■ Provided material:
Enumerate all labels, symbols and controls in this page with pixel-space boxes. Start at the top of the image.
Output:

---

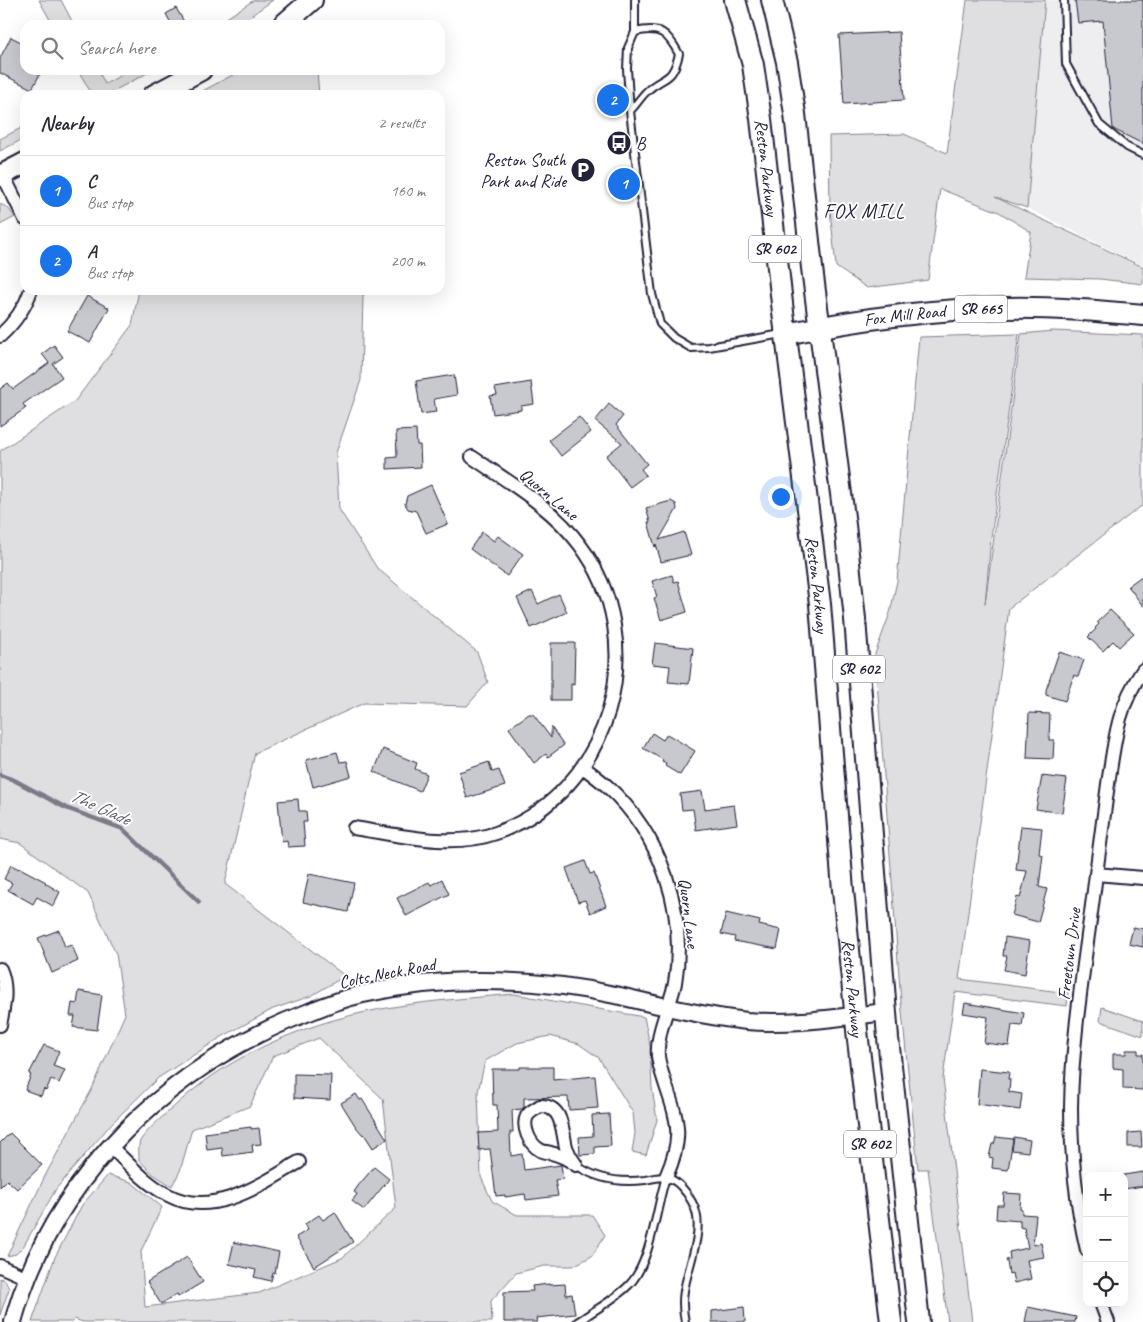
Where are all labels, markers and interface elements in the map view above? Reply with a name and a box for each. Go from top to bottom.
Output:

■ The task: Check each line above for the word "with" and copy every line that has it.

■ Solution to this problem:
Enumerate all labels, symbols and controls in this page with pixel-space boxes. Start at the top of the image.
Where are all labels, markers and interface elements in the map view above? Reply with a name and a box for each. Go from top to bottom.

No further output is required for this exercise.